After the ship moored, press photographers came aboard and were busy photographing the various teams. When our turn came to be photographed, all the press photographers requested the Indian hockey team to pose specially. We were lined up on the deck in the form of a crescent. We enjoyed the publicity the next day in the newspapers, the prominence given to our pictures and the elaborate write-up.
With our coats and our turbans, the Americans must have felt that India had sent a team composed of the leading Maharajas of the country. In America, every Indian was a Hindu and every well-to-do Indian was a Maharaja.

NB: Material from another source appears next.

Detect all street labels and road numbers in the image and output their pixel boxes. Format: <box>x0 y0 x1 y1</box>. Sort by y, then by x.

A civic reception was given to the Olympic athletes, and we were presented with the key to the city by the mayor. We were granted the freedom of the city during the two days, and we took full advantage of this freedom.

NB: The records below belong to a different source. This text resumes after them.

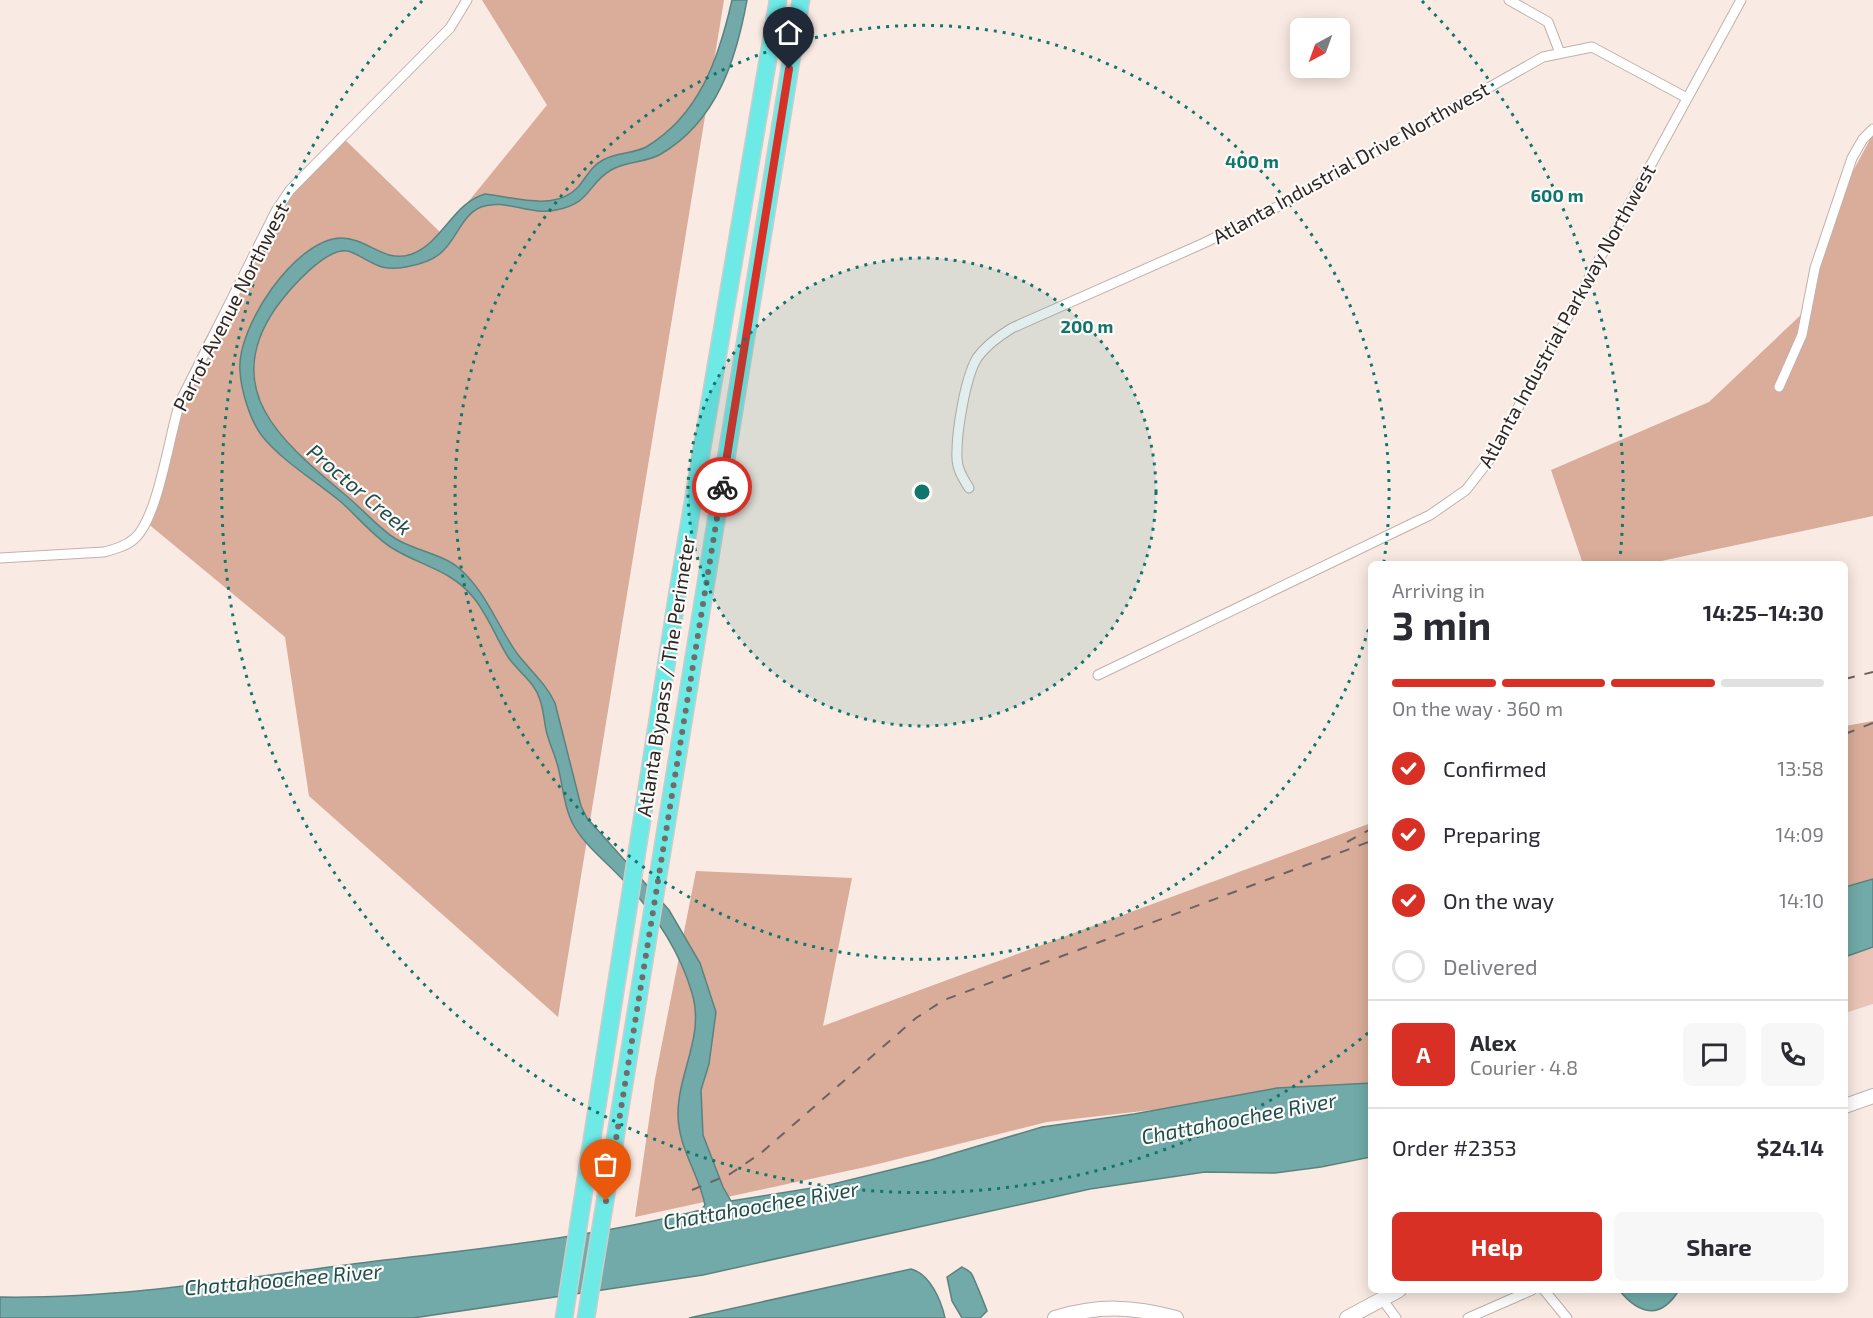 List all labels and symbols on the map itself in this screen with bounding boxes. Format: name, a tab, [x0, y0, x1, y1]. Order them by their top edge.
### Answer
pin	[763, 7, 814, 69]
north arrow	[1290, 18, 1350, 78]
street label: Atlanta Industrial Drive Northwest	[1208, 76, 1493, 248]
text: 400 m	[1225, 150, 1279, 172]
street label: Atlanta Industrial Parkway Northwest	[1472, 159, 1660, 471]
text: 600 m	[1530, 184, 1584, 206]
street label: Parrot Avenue Northwest	[167, 198, 293, 415]
text: 200 m	[1061, 315, 1113, 337]
water label: Proctor Creek	[303, 438, 417, 540]
courier	[692, 457, 752, 517]
centre of rings	[912, 482, 932, 502]
street label: Atlanta Bypass / The Perimeter	[631, 533, 699, 818]
water label: Chattahoochee River	[1139, 1086, 1339, 1149]
pin	[580, 1139, 631, 1201]
water label: Chattahoochee River	[661, 1175, 861, 1234]
water label: Chattahoochee River	[183, 1257, 383, 1300]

San Pedro is a small harbour town on the Pacific coast of California, which is where we finally disembarked after a journey by ship that started 42 days ago. Customs and immigration formalities did not take much time, as being Olympic contenders, we were guests of honour and much of the usual procedure was curtailed.
We were met at the harbour by Ted Mumby, who had preceded us with his team of Indian athletes. Mumby, who was a professor in the Christian College in Lucknow, was the manager of the Indian athletic team. We used to call Mumby an Indian since he originally came from the state of Indiana in the United States.

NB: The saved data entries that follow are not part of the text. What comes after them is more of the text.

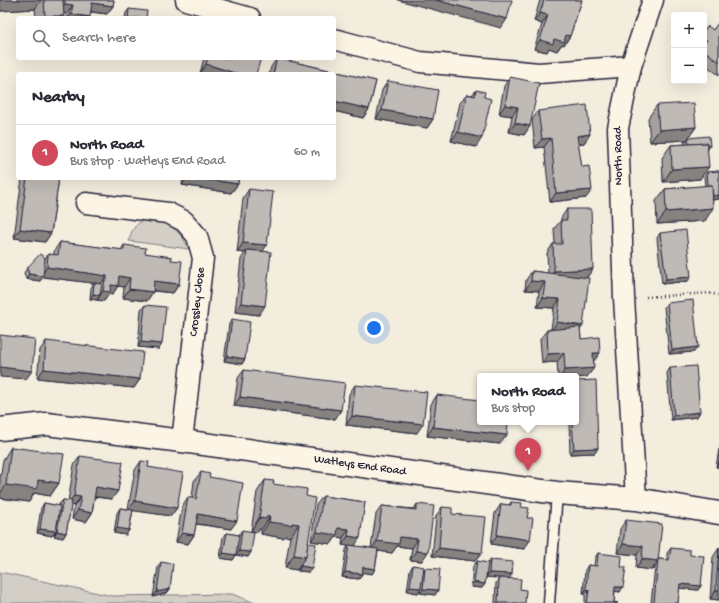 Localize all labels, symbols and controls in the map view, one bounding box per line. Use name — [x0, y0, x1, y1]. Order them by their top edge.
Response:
map controls — [671, 12, 707, 84]
button: + — [671, 12, 707, 48]
search box — [16, 16, 336, 60]
icon: search — [30, 27, 52, 49]
text: Search here — [62, 29, 136, 47]
button: − — [671, 48, 707, 84]
text: Nearby — [32, 88, 85, 108]
street label: North Road — [611, 126, 627, 185]
text: North Road — [70, 136, 143, 154]
text: 1 — [42, 145, 48, 160]
text: 60 m — [294, 145, 320, 160]
text: Bus stop · Watleys End Road — [70, 154, 225, 169]
street label: Crossley Close — [187, 266, 209, 337]
your location — [364, 318, 384, 338]
popup — [477, 373, 579, 425]
text: North Road — [491, 383, 565, 401]
text: Bus stop — [491, 401, 535, 416]
pin: 1 — [515, 438, 541, 471]
street label: Watleys End Road — [313, 453, 408, 480] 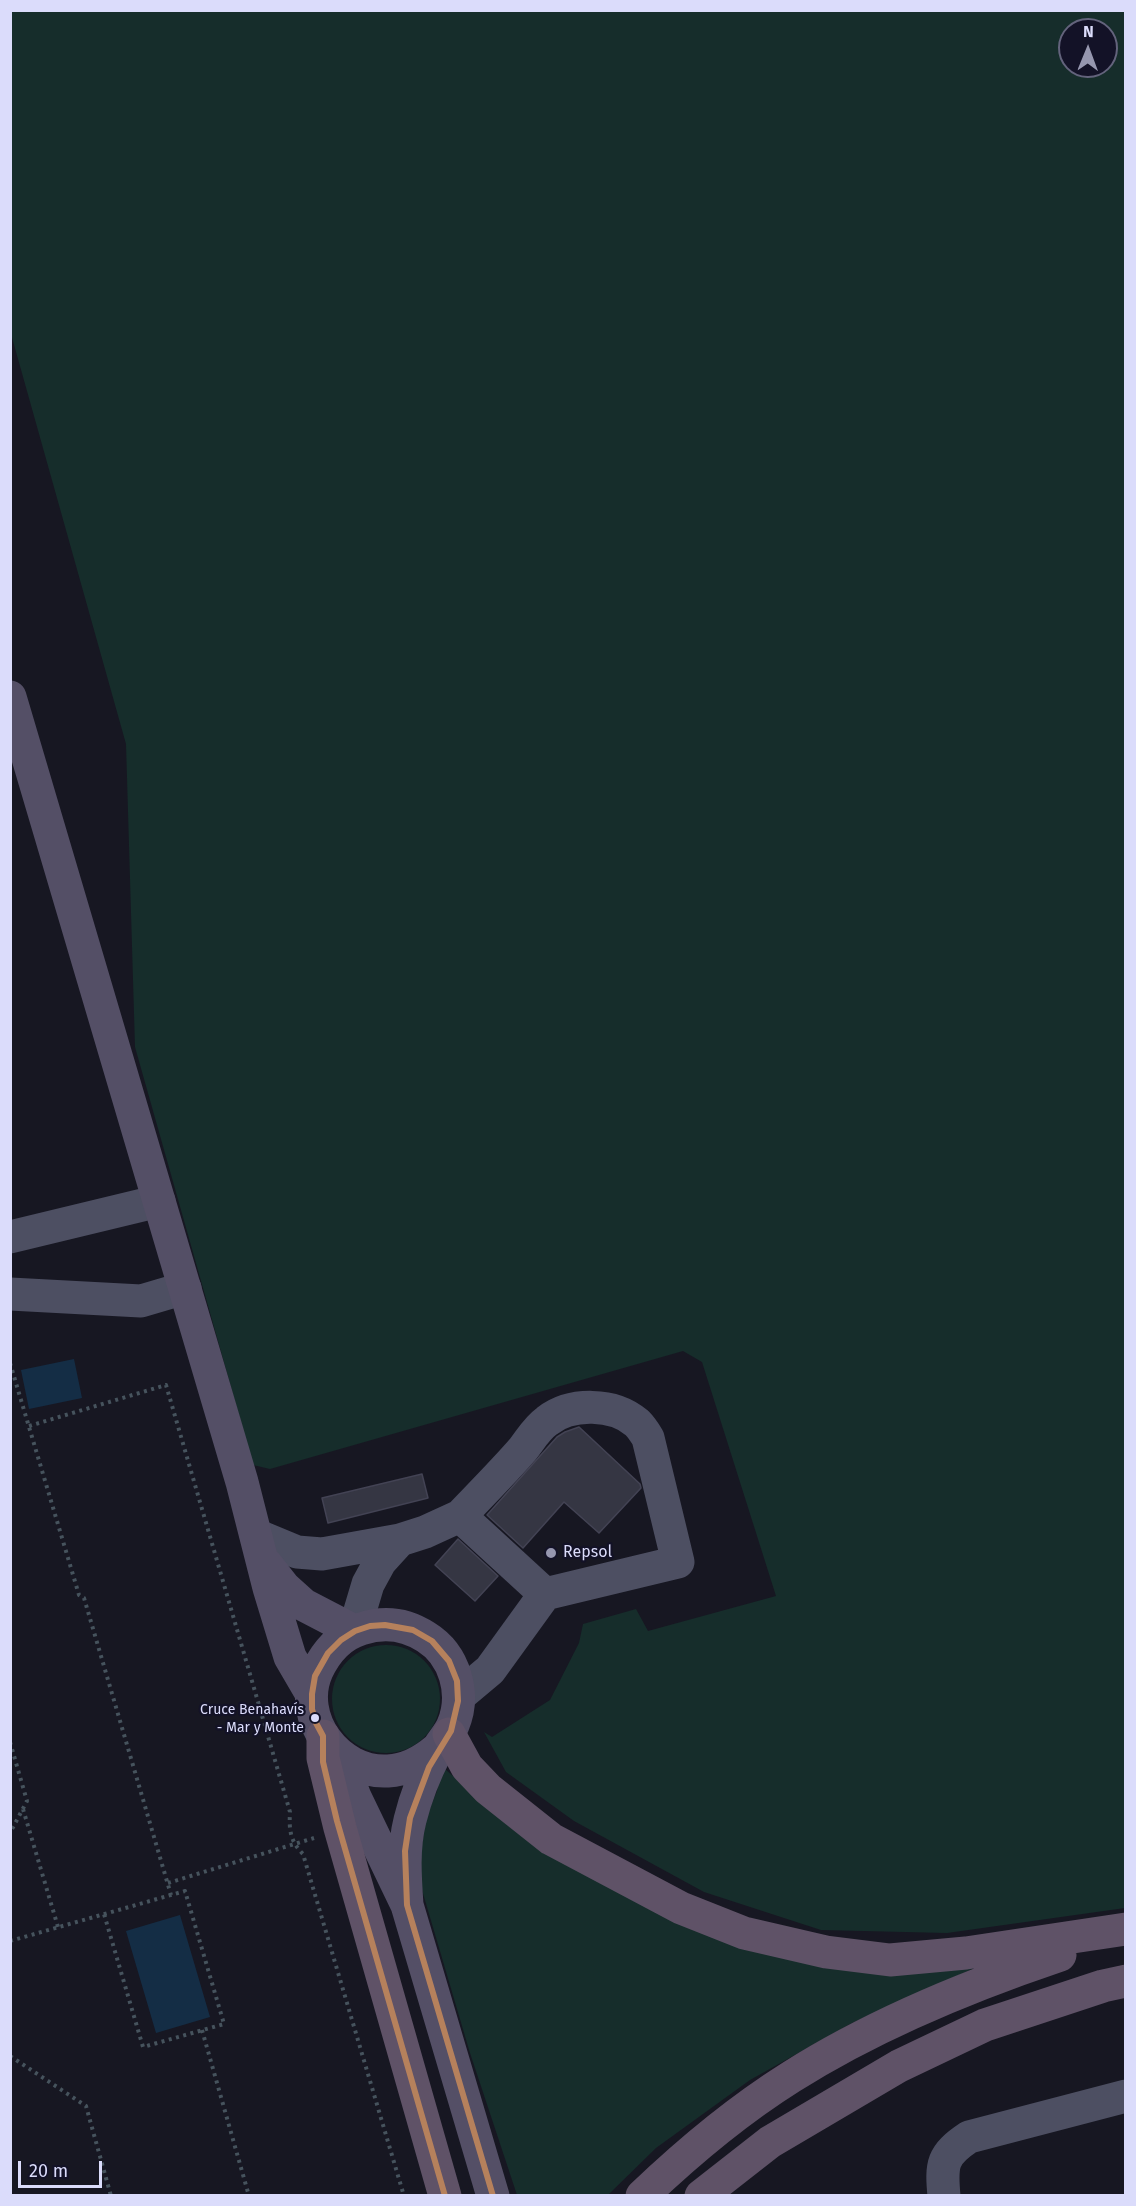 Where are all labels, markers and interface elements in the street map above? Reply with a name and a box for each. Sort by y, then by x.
north arrow [1058,18,1118,78]
text: N [1083,22,1094,41]
place label: Repsol [563,1543,612,1563]
marker: Repsol [544,1546,558,1560]
place label: Cruce Benahavís - Mar y Monte [200,1702,304,1734]
marker: Cruce Benahavís - Mar y Monte [309,1712,321,1724]
scale bar [21,2149,105,2187]
text: 20 m [29,2160,68,2182]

N. C. Malik, the lone swimmer from India, was a Kolkata man who accompanied us. The athletes who accompanied Mumby were Sutton and Vernieux of Kolkata, and Mehr Chand of Lahore. India's Olympic contingent, therefore, consisted of one swimmer, three athletes and the hockey team. What a poor advertisement for a vast country like ours, comprising 400 million people!
The Organising Committee made excellent arrangements for our transport from San Pedro to Los Angeles, a distance of about 8 to 10 miles. The ride was very pleasant, through highways with a picturesque setting. Our first glimpse of the United States made a grand impression on us.
We were housed in the first rows of the cottages in the Olympic Village. Each cottage had two rooms with a small toilet. The cottages, I was told, could be put up in less than an hour and dismantled as easily.
There was a community dining hall and common bathrooms. The women athletes lived separately and were not allowed to enter our village.
The authorities assigned a national of each country to serve as attache to that country's contingent. Lal Chand Mehra of Punjab, who had settled down in California, became our guide and attache.
We arrived about three weeks before the Olympic Games began. In these few days, we kept ourselves fit, and practiced in the women's athletic stadium at the University of Southern California. We knew that the opposition from Japan and US would be feeble, but still we felt that we should keep ourselves in training.
I will never forget the Californian sunshine. As Pankaj Gupta very rightly remarked in one of his speeches, the California sun kisses where the Indian sun bites. We used to spend most of our time in the open, sun-bathing.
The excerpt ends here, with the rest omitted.